Their pay has increased and it's like 56K now once you make it to the flight line, plus the car which is worth something, but they have decreased their starting pay while in the academy to 35K for the first six months. I don't know many people (second income or not) that can make that work well and live in this state.

IMO they just aren't a premier service to work for anymore, and I think their safety culture is lacking. They provide standard MD protocol medicine with the addition of RSI. That is all. Private HEMS programs in the area do scene work into VA, have a much higher scope of practice and capabilities, and you can make double the salary. Thus why I work private HEMS. You really have to want to be a trooper, endure a 26 week live in academy, and be willing to work for fairly lower wages to work for them. With more and more people going to nursing school and an increasing paramedic shortage, especially paramedics that also WANT to be police officers and jump through a Marine style academy, it's fairly easy to see why they are becoming increasingly desperate for medics. They have taken people who have been medics for less then a year and put them on a Baltimore City medic units for some ride time, and then toss them onto the A/C.

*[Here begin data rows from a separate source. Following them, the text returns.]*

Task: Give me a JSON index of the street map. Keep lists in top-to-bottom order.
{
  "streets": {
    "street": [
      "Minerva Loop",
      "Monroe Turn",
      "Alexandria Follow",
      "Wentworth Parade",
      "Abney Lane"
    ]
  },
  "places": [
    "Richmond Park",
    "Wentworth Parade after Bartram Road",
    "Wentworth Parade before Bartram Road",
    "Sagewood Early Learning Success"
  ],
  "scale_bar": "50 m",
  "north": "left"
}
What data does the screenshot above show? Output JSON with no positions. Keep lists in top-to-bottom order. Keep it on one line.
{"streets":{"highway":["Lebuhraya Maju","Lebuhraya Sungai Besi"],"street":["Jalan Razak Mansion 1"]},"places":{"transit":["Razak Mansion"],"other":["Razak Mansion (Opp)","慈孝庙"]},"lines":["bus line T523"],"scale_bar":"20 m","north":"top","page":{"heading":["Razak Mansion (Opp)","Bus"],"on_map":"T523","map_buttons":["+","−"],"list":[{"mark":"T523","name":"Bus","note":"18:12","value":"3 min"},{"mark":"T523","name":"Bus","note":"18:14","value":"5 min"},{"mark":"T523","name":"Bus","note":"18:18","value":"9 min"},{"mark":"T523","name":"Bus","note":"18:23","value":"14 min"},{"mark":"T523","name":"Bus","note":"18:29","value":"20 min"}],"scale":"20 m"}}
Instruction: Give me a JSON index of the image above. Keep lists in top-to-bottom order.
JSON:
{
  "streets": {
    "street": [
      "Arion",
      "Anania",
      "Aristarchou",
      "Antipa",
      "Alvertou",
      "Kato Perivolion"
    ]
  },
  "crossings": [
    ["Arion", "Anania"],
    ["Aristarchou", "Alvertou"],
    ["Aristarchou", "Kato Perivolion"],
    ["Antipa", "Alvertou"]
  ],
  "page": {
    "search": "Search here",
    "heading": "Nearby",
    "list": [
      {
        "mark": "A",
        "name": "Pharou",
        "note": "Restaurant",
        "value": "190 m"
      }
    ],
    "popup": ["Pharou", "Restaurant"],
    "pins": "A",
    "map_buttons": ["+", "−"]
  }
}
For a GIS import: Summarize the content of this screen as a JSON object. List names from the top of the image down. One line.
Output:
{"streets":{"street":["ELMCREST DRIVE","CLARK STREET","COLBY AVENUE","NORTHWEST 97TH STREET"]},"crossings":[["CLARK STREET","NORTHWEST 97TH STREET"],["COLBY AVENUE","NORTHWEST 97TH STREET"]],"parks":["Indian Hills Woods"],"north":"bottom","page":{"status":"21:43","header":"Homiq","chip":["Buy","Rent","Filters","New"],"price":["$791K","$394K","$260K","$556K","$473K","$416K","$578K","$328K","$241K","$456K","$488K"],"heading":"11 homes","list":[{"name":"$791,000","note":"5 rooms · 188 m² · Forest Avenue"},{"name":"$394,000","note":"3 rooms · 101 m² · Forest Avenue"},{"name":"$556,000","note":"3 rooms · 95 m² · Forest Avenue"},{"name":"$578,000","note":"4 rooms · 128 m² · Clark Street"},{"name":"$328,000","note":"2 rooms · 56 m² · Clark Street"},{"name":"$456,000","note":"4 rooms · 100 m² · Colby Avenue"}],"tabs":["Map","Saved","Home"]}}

IMO the absolute best thing they could do for their program and their patient's is hire some civilian paramedics who have a critical care background to augment their clinical capabilities, and keep one Trooper on the aircraft for LE missions, but that will never happen. They have too much pride, think they're the greatest, look down on the field providers in the state, and in recent years my field interactions with them have been filled with nothing but cockiness and superior attitudes. They simply don't know what they don't know and I think they truly believe they are still a premier HEMS program.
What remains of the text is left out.